Dice rolls are a standard example of statistical randomness.

A numeric sequence is said to be statistically random when it contains no recognizable patterns or regularities; sequences such as the results of an ideal dice roll or the digits of π exhibit statistical randomness.

Statistical randomness does not necessarily imply "true" randomness, i.e., objective unpredictability. Pseudorandomness is sufficient for many uses, such as statistics, hence the name statistical randomness.

Global randomness and local randomness are different. Most philosophical conceptions of randomness are global—because they are based on the idea that "in the long run" a sequence looks truly random, even if certain sub-sequences would not look random. In a "truly" random sequence of numbers of sufficient length, for example, it is probable there would be long sequences of nothing but repeating numbers, though on the whole the sequence might be random. Local randomness refers to the idea that there can be minimum sequence lengths in which random distributions are approximated. Long stretches of the same numbers, even those generated by "truly" random processes, would diminish the "local randomness" of a sample (it might only be locally random for sequences of 10,000 numbers; taking sequences of less than 1,000 might not appear random at all, for example).

A sequence exhibiting a pattern is not thereby proved not statistically random. According to principles of Ramsey theory, sufficiently large objects must necessarily contain a given substructure ("complete disorder is impossible").

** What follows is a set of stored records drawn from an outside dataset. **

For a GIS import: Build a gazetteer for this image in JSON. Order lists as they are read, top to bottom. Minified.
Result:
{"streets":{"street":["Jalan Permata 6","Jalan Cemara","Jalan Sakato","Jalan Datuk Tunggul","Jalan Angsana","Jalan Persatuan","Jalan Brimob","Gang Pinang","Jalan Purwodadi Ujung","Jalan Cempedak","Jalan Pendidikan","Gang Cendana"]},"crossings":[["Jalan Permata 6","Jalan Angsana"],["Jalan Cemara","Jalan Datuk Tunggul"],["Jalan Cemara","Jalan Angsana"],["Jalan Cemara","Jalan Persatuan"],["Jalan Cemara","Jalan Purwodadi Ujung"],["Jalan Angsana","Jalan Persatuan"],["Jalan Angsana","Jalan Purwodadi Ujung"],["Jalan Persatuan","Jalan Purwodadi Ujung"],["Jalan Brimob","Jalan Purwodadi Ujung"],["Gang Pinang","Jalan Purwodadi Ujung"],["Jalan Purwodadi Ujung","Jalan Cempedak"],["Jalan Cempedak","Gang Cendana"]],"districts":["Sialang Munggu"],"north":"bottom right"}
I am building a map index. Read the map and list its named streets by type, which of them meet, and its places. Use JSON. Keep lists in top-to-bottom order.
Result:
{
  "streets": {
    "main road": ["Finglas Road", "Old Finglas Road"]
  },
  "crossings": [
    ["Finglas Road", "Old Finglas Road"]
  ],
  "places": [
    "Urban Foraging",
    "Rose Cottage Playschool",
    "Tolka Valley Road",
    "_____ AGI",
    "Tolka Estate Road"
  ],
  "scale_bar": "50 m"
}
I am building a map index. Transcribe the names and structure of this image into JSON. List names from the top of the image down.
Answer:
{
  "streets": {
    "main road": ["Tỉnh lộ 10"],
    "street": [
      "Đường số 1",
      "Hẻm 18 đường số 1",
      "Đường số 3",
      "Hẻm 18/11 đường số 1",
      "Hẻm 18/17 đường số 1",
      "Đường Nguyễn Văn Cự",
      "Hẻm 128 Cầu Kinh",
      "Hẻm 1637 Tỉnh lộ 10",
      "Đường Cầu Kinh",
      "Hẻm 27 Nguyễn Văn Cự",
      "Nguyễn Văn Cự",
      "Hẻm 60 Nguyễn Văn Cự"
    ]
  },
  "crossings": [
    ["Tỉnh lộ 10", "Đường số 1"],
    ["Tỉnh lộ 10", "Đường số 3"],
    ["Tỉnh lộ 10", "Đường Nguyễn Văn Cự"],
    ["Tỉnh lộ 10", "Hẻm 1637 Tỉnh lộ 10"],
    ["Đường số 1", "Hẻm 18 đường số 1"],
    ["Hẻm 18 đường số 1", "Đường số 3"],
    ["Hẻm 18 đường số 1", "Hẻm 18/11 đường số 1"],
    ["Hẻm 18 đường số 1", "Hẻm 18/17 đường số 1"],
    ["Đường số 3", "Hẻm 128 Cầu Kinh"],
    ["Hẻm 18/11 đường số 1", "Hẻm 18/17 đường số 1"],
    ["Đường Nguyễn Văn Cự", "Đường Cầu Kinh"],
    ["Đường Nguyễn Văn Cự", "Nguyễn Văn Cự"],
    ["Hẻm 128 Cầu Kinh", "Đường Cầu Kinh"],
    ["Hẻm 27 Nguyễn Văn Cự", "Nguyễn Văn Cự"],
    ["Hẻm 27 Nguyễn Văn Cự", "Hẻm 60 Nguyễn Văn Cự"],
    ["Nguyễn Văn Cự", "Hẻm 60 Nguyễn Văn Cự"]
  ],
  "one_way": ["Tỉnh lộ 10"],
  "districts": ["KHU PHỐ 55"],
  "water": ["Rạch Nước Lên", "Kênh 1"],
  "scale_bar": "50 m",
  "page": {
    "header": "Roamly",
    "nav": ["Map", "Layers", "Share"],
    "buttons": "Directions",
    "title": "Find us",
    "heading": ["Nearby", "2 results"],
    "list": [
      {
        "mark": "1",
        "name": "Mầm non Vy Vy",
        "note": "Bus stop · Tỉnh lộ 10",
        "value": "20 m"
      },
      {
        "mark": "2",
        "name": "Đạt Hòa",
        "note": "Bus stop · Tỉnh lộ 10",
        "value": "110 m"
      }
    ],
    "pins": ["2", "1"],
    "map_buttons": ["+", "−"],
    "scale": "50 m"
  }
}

Legislation concerning gambling imposes certain standards of statistical randomness to slot machines.

== Tests ==

The first tests for random numbers were published by M.G. Kendall and Bernard Babington Smith in the Journal of the Royal Statistical Society in 1938. They were built on statistical tools such as Pearson's chi-squared test that were developed to distinguish whether experimental phenomena matched their theoretical probabilities. Pearson developed his test originally by showing that a number of dice experiments by W.F.R. Weldon did not display "random" behavior.

Kendall and Smith's original four tests were hypothesis tests, which took as their null hypothesis the idea that each number in a given random sequence had an equal chance of occurring, and that various other patterns in the data should be also distributed equiprobably.

- The frequency test, was very basic: checking to make sure that there were roughly the same number of 0s, 1s, 2s, 3s, etc.
- The serial test, did the same thing but for sequences of two digits at a time (00, 01, 02, etc.), comparing their observed frequencies with their hypothetical predictions were they equally distributed.
- The poker test, tested for certain sequences of five numbers at a time (AAAAA, AAAAB, AAABB, etc.) based on hands in the game poker.
- The gap test, looked at the distances between zeroes (00 would be a distance of 0, 030 would be a distance of 1, 02250 would be a distance of 3, etc.).

If a given sequence was able to pass all of these tests within a given degree of significance (generally 5%), then it was judged to be, in their words "locally random". Kendall and Smith differentiated "local randomness" from "true randomness" in that many sequences generated with truly random methods might not display "local randomness" to a given degree — very large sequences might contain many rows of a single digit. This might be "random" on the scale of the entire sequence, but in a smaller block it would not be "random" (it would not pass their tests), and would be useless for a number of statistical applications.

As random number sets became more and more common, more tests, of increasing sophistication were used. Some modern tests plot random digits as points on a three-dimensional plane, which can then be rotated to look for hidden patterns. In 1995, the statistician George Marsaglia created a set of tests known as the diehard tests, which he distributes with a CD-ROM of 5 billion pseudorandom numbers. In 2015, Yongge Wang distributed a Java software package for statistically distance based randomness testing.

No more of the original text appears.